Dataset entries

Start of Block

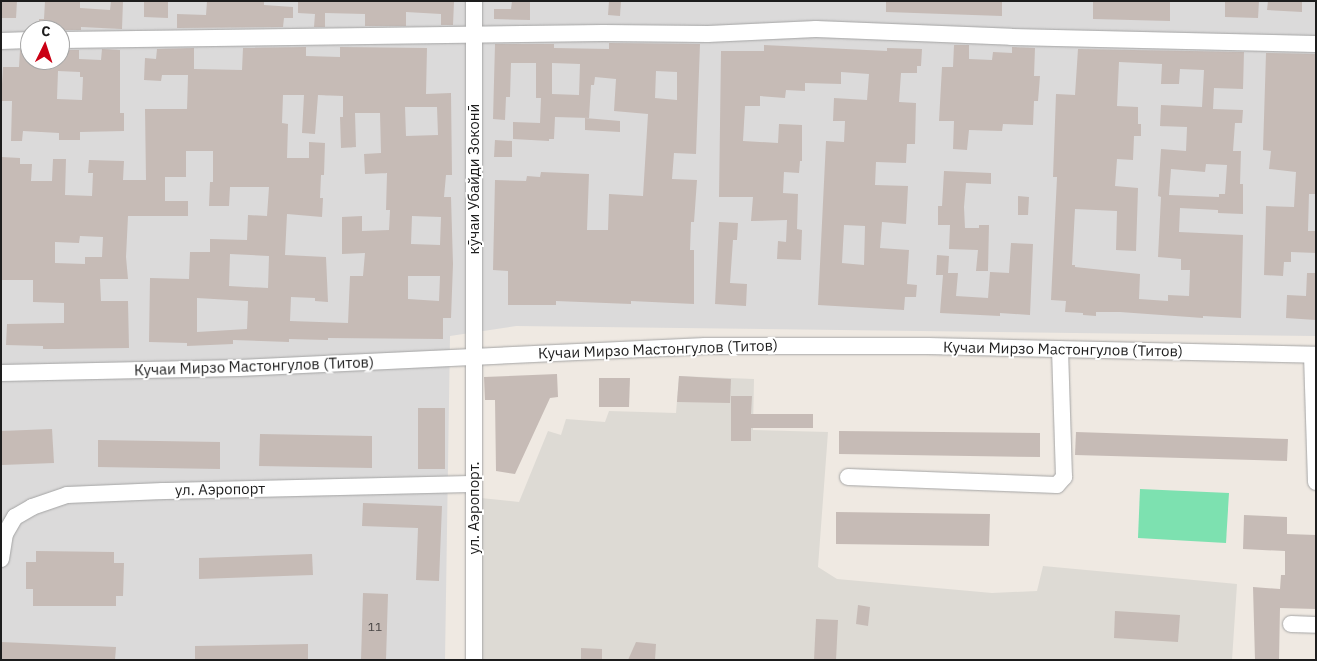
<!DOCTYPE html>
<meta charset="utf-8">
<style>
body{margin:0}
#map{position:relative;width:1317px;height:661px;overflow:hidden;background:#efe9e2;font-family:"IBM Plex Sans",sans-serif}
div>[style]{position:absolute}
.residential>*{inset:0;background:#dbdada}
.airport>*{inset:0;background:#dddad4}
.pitch>*{inset:0;background:#7de1b0}
.building>*{inset:0;background:#c6bbb6}
.roads{filter:drop-shadow(0 0 1px #a4a4a4) drop-shadow(0 0 1px #a4a4a4)}
.minor>*{height:16px;margin:-8px;padding:0 8px;transform-origin:8px;border-radius:8px;background:#fff}
span{translate:-50% -50%;white-space:nowrap;text-align:center;line-height:1.15;-webkit-text-stroke:4px #fff;paint-order:stroke}
.number-label{font-size:12px;color:#474443}
.number-label span{-webkit-text-stroke-width:0}
.street-label{font-size:15px;color:#1d1d1d}
.frame{position:absolute;inset:0;border:2px solid #1d1d1d;pointer-events:none}
.north{position:absolute;left:20px;top:20px;width:50px;height:50px;box-sizing:border-box;background:#fff;border:1px solid #a5a5a5;border-radius:50%;rotate:4deg;font-size:14px;font-weight:700;line-height:20px;text-align:center;color:#1d1d1d}
.north::after{content:'';display:block;margin:auto;width:18px;height:22px;background:#ca0014;clip-path:polygon(50% 0,100% 100%,50% 72%,0 100%)}
</style>
<div id="map">
<div class="residential">
<div style="clip-path:polygon(evenodd,1px 1px,1316px 1px,1316px 336px,516px 326px,450px 336px,445px 660px,1px 660px,1px 1px,30px 30px,60px 30px,60px 60px,30px 60px,30px 30px)"></div>
</div>
<div class="airport">
<div style="clip-path:polygon(679px 376px,754px 379px,753px 430px,828px 432px,818px 567px,837px 579px,992px 593px,1037px 591px,1043px 566px,1237px 584px,1232px 660px,480px 660px,481px 498px,519px 502px,548px 431px,561px 435px,566px 419px,605px 422px,609px 411px,676px 413px)"></div>
</div>
<div class="pitch">
<div style="clip-path:polygon(1140px 489px,1229px 493px,1226px 543px,1138px 538px)"></div>
</div>
<div class="building">
<div style="clip-path:polygon(1px 1px,17px 1px,16px 18px,1px 18px)"></div>
<div style="clip-path:polygon(45px 1px,80px 1px,80px 8px,110px 10px,111px 1px,123px 1px,122px 29px,81px 27px,81px 30px,39px 30px,39px 19px,44px 19px)"></div>
<div style="clip-path:polygon(144px 1px,168px 1px,168px 18px,144px 17px)"></div>
<div style="clip-path:polygon(207px 1px,264px 1px,264px 5px,293px 7px,293px 18px,284px 18px,283px 27px,177px 28px,177px 14px,206px 15px)"></div>
<div style="clip-path:polygon(298px 1px,454px 2px,453px 25px,441px 25px,441px 14px,406px 12px,406px 26px,365px 26px,365px 14px,325px 13px,325px 27px,314px 27px,315px 14px,298px 13px)"></div>
<div style="clip-path:polygon(512px 1px,530px 1px,530px 20px,494px 19px,494px 9px,511px 9px)"></div>
<div style="clip-path:polygon(609px 1px,621px 1px,620px 16px,608px 15px)"></div>
<div style="clip-path:polygon(886px 1px,1002px 1px,1002px 16px,886px 12px)"></div>
<div style="clip-path:polygon(1093px 1px,1170px 1px,1170px 21px,1093px 19px)"></div>
<div style="clip-path:polygon(1225px 1px,1259px 1px,1258px 18px,1225px 17px)"></div>
<div style="clip-path:polygon(1268px 1px,1302px 1px,1302px 12px,1267px 10px)"></div>
<div style="clip-path:polygon(evenodd,609px 43px,700px 44px,696px 154px,674px 153px,672px 179px,697px 180px,694px 222px,691px 222px,690px 250px,694px 250px,694px 304px,631px 301px,631px 304px,556px 301px,556px 305px,508px 305px,508px 271px,493px 270px,495px 180px,526px 181px,527px 176px,540px 177px,541px 172px,589px 174px,587px 230px,608px 230px,609px 194px,643px 196px,648px 114px,614px 111px,616px 79px,595px 77px,594px 85px,591px 85px,589px 118px,555px 117px,554px 139px,549px 139px,549px 141px,513px 139px,513px 122px,540px 123px,541px 98px,536px 98px,536px 63px,511px 63px,510px 97px,506px 97px,505px 120px,493px 119px,495px 44px,554px 44px,554px 48px,609px 49px,609px 43px,552px 63px,580px 64px,579px 95px,552px 94px,552px 63px,609px 43px,656px 71px,677px 72px,677px 100px,655px 98px,656px 71px)"></div>
<div style="clip-path:polygon(evenodd,764px 45px,887px 51px,887px 48px,922px 49px,921px 66px,917px 66px,917px 73px,901px 73px,899px 102px,916px 103px,915px 144px,907px 144px,906px 163px,876px 162px,875px 185px,908px 186px,906px 224px,882px 222px,880px 248px,909px 250px,907px 284px,917px 285px,916px 297px,905px 297px,904px 310px,818px 305px,826px 141px,844px 142px,845px 121px,833px 121px,834px 98px,867px 100px,869px 74px,841px 72px,841px 84px,805px 83px,805px 91px,786px 90px,785px 98px,760px 96px,760px 106px,745px 106px,743px 141px,778px 143px,779px 124px,802px 125px,802px 161px,800px 161px,799px 173px,784px 172px,783px 193px,798px 194px,797px 229px,802px 230px,801px 260px,777px 259px,778px 241px,786px 242px,787px 220px,751px 221px,753px 197px,719px 197px,721px 51px,764px 51px,764px 45px,844px 225px,865px 226px,864px 265px,842px 263px,844px 225px)"></div>
<div style="clip-path:polygon(954px 45px,969px 45px,969px 59px,992px 60px,993px 52px,1012px 53px,1012px 47px,1035px 48px,1034px 76px,1040px 76px,1038px 101px,1034px 101px,1033px 125px,1003px 124px,1002px 131px,969px 130px,967px 150px,953px 149px,954px 121px,939px 121px,942px 67px,953px 67px)"></div>
<div style="clip-path:polygon(evenodd,306px 47px,306px 56px,340px 57px,340px 47px,427px 48px,426px 94px,451px 93px,452px 175px,446px 175px,444px 197px,451px 197px,453px 264px,451px 318px,443px 318px,443px 339px,328px 338px,328px 340px,289px 339px,289px 342px,233px 340px,233px 344px,187px 346px,187px 343px,149px 342px,150px 278px,189px 279px,190px 252px,210px 252px,210px 239px,247px 240px,248px 215px,267px 216px,269px 187px,230px 187px,229px 206px,209px 206px,210px 182px,213px 182px,213px 151px,186px 151px,186px 177px,165px 177px,165px 201px,188px 201px,188px 216px,128px 216px,126px 257px,128px 279px,100px 279px,101px 301px,128px 301px,129px 348px,57px 349px,43px 349px,43px 346px,6px 345px,7px 324px,64px 323px,64px 303px,33px 302px,33px 280px,1px 280px,1px 157px,20px 158px,20px 164px,32px 164px,31px 181px,52px 181px,53px 159px,66px 159px,65px 195px,92px 196px,93px 173px,88px 173px,89px 160px,124px 161px,123px 180px,146px 180px,145px 109px,187px 109px,188px 75px,162px 75px,161px 81px,144px 80px,145px 58px,156px 59px,157px 49px,194px 48px,194px 69px,242px 70px,243px 48px,306px 47px,283px 95px,304px 95px,302px 133px,315px 134px,318px 95px,343px 96px,343px 117px,340px 117px,341px 148px,356px 147px,355px 113px,380px 113px,381px 153px,364px 154px,365px 174px,387px 173px,386px 210px,390px 210px,389px 230px,362px 231px,362px 216px,342px 217px,342px 254px,365px 253px,363px 276px,350px 276px,348px 323px,290px 321px,291px 297px,315px 298px,315px 301px,328px 302px,326px 257px,285px 255px,287px 214px,322px 217px,323px 198px,320px 198px,321px 175px,324px 175px,325px 143px,309px 142px,309px 158px,287px 158px,288px 124px,282px 123px,283px 95px,306px 47px,405px 107px,437px 107px,438px 135px,406px 136px,405px 107px,306px 47px,412px 216px,441px 217px,440px 245px,411px 244px,412px 216px,306px 47px,80px 236px,103px 237px,102px 257px,85px 257px,85px 264px,55px 263px,55px 242px,79px 243px,80px 236px,306px 47px,230px 254px,269px 256px,268px 288px,229px 286px,230px 254px,306px 47px,408px 276px,440px 276px,439px 301px,408px 299px,408px 276px,306px 47px,197px 298px,248px 301px,247px 329px,197px 332px,197px 298px)"></div>
<div style="clip-path:polygon(evenodd,102px 49px,120px 50px,120px 113px,124px 113px,124px 131px,80px 132px,80px 140px,59px 140px,59px 133px,23px 131px,22px 141px,11px 141px,12px 101px,1px 101px,3px 67px,19px 67px,20px 50px,30px 50px,30px 60px,60px 60px,60px 50px,79px 50px,79px 59px,101px 60px,102px 49px,58px 71px,80px 72px,80px 77px,83px 77px,82px 100px,57px 99px,58px 71px)"></div>
<div style="clip-path:polygon(evenodd,1078px 49px,1244px 52px,1243px 89px,1214px 88px,1213px 109px,1243px 110px,1242px 123px,1235px 123px,1233px 151px,1241px 151px,1240px 184px,1243px 184px,1243px 214px,1218px 213px,1218px 210px,1180px 208px,1179px 232px,1243px 235px,1241px 318px,1203px 316px,1203px 318px,1120px 312px,1096px 312px,1096px 316px,1083px 315px,1083px 313px,1065px 312px,1066px 301px,1051px 300px,1057px 177px,1053px 177px,1056px 94px,1075px 95px,1078px 49px,1119px 62px,1162px 64px,1161px 84px,1179px 84px,1180px 69px,1204px 70px,1202px 107px,1161px 105px,1160px 126px,1187px 127px,1186px 151px,1161px 149px,1158px 196px,1161px 197px,1158px 257px,1181px 259px,1181px 270px,1190px 270px,1189px 296px,1168px 295px,1168px 301px,1139px 299px,1140px 274px,1075px 267px,1075px 265px,1072px 265px,1075px 209px,1117px 211px,1116px 250px,1136px 251px,1138px 188px,1115px 186px,1117px 159px,1133px 160px,1134px 136px,1141px 136px,1141px 124px,1138px 124px,1138px 107px,1117px 106px,1119px 62px,1078px 49px,1206px 164px,1227px 165px,1225px 194px,1219px 194px,1219px 197px,1169px 195px,1171px 169px,1205px 172px,1206px 164px)"></div>
<div style="clip-path:polygon(1266px 53px,1316px 54px,1316px 194px,1309px 194px,1308px 231px,1316px 231px,1316px 253px,1291px 252px,1291px 262px,1284px 262px,1283px 276px,1264px 275px,1266px 206px,1294px 207px,1296px 172px,1269px 169px,1271px 151px,1263px 150px)"></div>
<div style="clip-path:polygon(585px 118px,620px 121px,620px 132px,585px 130px)"></div>
<div style="clip-path:polygon(495px 140px,512px 141px,512px 157px,494px 157px)"></div>
<div style="clip-path:polygon(944px 171px,991px 173px,991px 184px,966px 183px,964px 207px,965px 228px,979px 228px,979px 225px,989px 225px,988px 271px,976px 271px,978px 250px,949px 249px,950px 225px,938px 225px,938px 206px,942px 206px)"></div>
<div style="clip-path:polygon(1018px 196px,1029px 197px,1028px 215px,1018px 215px)"></div>
<div style="clip-path:polygon(719px 222px,738px 223px,737px 240px,733px 240px,730px 283px,747px 284px,746px 306px,715px 304px)"></div>
<div style="clip-path:polygon(1011px 243px,1033px 244px,1030px 315px,1000px 313px,1000px 316px,940px 313px,943px 275px,936px 275px,937px 255px,949px 256px,948px 273px,958px 273px,956px 296px,988px 298px,990px 272px,1009px 273px)"></div>
<div style="clip-path:polygon(1307px 273px,1316px 273px,1316px 320px,1286px 318px,1287px 295px,1306px 296px)"></div>
<div style="clip-path:polygon(557px 374px,558px 397px,550px 398px,515px 474px,496px 471px,495px 400px,485px 400px,484px 377px)"></div>
<div style="clip-path:polygon(679px 376px,731px 379px,730px 403px,677px 402px)"></div>
<div style="clip-path:polygon(599px 378px,630px 378px,629px 407px,599px 407px)"></div>
<div style="clip-path:polygon(731px 396px,752px 396px,751px 414px,813px 414px,813px 428px,751px 428px,751px 441px,731px 441px)"></div>
<div style="clip-path:polygon(418px 408px,445px 408px,445px 469px,418px 469px)"></div>
<div style="clip-path:polygon(52px 429px,54px 463px,2px 465px,1px 431px)"></div>
<div style="clip-path:polygon(839px 431px,1040px 433px,1040px 457px,839px 454px)"></div>
<div style="clip-path:polygon(1076px 432px,1288px 439px,1287px 461px,1075px 455px)"></div>
<div style="clip-path:polygon(260px 434px,372px 436px,372px 468px,259px 466px)"></div>
<div style="clip-path:polygon(98px 440px,220px 442px,220px 469px,98px 467px)"></div>
<div style="clip-path:polygon(363px 503px,442px 506px,439px 581px,416px 580px,418px 528px,362px 526px)"></div>
<div style="clip-path:polygon(836px 512px,990px 514px,989px 546px,836px 544px)"></div>
<div style="clip-path:polygon(1244px 515px,1287px 517px,1287px 534px,1316px 535px,1316px 609px,1280px 608px,1279px 660px,1255px 660px,1253px 587px,1280px 589px,1281px 575px,1285px 575px,1285px 551px,1243px 549px)"></div>
<div style="clip-path:polygon(36px 551px,114px 552px,114px 563px,124px 563px,123px 596px,116px 596px,116px 606px,33px 606px,33px 589px,26px 589px,26px 562px,36px 562px)"></div>
<div style="clip-path:polygon(312px 554px,313px 575px,199px 579px,199px 558px)"></div>
<div style="clip-path:polygon(363px 593px,388px 594px,386px 660px,361px 660px)"></div>
<div style="clip-path:polygon(858px 605px,870px 607px,868px 626px,856px 624px)"></div>
<div style="clip-path:polygon(1115px 611px,1180px 615px,1178px 642px,1114px 638px)"></div>
<div style="clip-path:polygon(816px 619px,838px 620px,836px 660px,814px 660px)"></div>
<div style="clip-path:polygon(1px 642px,116px 647px,115px 660px,1px 660px)"></div>
<div style="clip-path:polygon(636px 642px,656px 644px,655px 660px,628px 660px)"></div>
<div style="clip-path:polygon(308px 644px,308px 660px,195px 660px,195px 646px)"></div>
<div style="clip-path:polygon(581px 648px,602px 649px,602px 660px,581px 660px)"></div>
</div>
<div class="roads">
<div class="minor">
<div style="left:60px;top:40px;width:543px;rotate:-0.74deg"></div>
<div style="left:603px;top:33px;width:105px;rotate:0.5deg"></div>
<div style="left:708px;top:34px;width:108px;rotate:-2.7deg"></div>
<div style="left:816px;top:29px;width:195px;rotate:2.3deg"></div>
<div style="left:1011px;top:37px;width:305px;rotate:1.3deg"></div>
<div style="left:1px;top:41px;width:29px;rotate:-2deg"></div>
<div style="left:1312px;top:355px;width:127px;rotate:88.2deg"></div>
<div style="left:1px;top:373px;width:238px;rotate:-1.2deg"></div>
<div style="left:239px;top:368px;width:467px;rotate:-2.7deg"></div>
<div style="left:705px;top:346px;width:223px"></div>
<div style="left:928px;top:346px;width:388px;rotate:1.3deg"></div>
<div style="left:848px;top:477px;width:209px;rotate:2.2deg"></div>
<div style="left:1057px;top:485px;width:11px;rotate:-49deg"></div>
<div style="left:1064px;top:477px;width:128px;rotate:-91.8deg"></div>
<div style="left:1px;top:559px;width:25px;rotate:-81deg"></div>
<div style="left:5px;top:534px;width:20px;rotate:-60deg"></div>
<div style="left:15px;top:517px;width:20px;rotate:-30deg"></div>
<div style="left:32px;top:507px;width:37px;rotate:-19deg"></div>
<div style="left:67px;top:495px;width:96px;rotate:-2.4deg"></div>
<div style="left:163px;top:491px;width:311px;rotate:-1.3deg"></div>
<div style="left:1291px;top:624px;width:25px;rotate:2deg"></div>
<div style="left:474px;top:660px;width:659px;rotate:-90deg"></div>
</div>
</div>
<div class="number-label">
<span style="left:375px;top:627px">11</span>
</div>
<div class="street-label">
<span style="left:474px;top:179px;rotate:-90deg">кӯчаи Убайди Зоконӣ</span>
<span style="left:658px;top:349px;rotate:-2deg">Кучаи Мирзо Мастонгулов (Титов)</span>
<span style="left:1063px;top:349px;rotate:1deg">Кучаи Мирзо Мастонгулов (Титов)</span>
<span style="left:254px;top:366px;rotate:-2deg">Кучаи Мирзо Мастонгулов (Титов)</span>
<span style="left:220px;top:489px;rotate:-1deg">ул. Аэропорт</span>
<span style="left:474px;top:508px;rotate:-90deg">ул. Аэропорт.</span>
</div>
<div class="frame"></div>
<div class="north">С</div>
</div>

End of Block

### What to produce
Could you reproduce, exactly, every line above from the line with "1px,80px 1px,80px 8px,110px" to the line with "1px,168px 1px,168px 18px,144px", and no other line? Both ends count.

### Result for this task
<div style="clip-path:polygon(45px 1px,80px 1px,80px 8px,110px 10px,111px 1px,123px 1px,122px 29px,81px 27px,81px 30px,39px 30px,39px 19px,44px 19px)"></div>
<div style="clip-path:polygon(144px 1px,168px 1px,168px 18px,144px 17px)"></div>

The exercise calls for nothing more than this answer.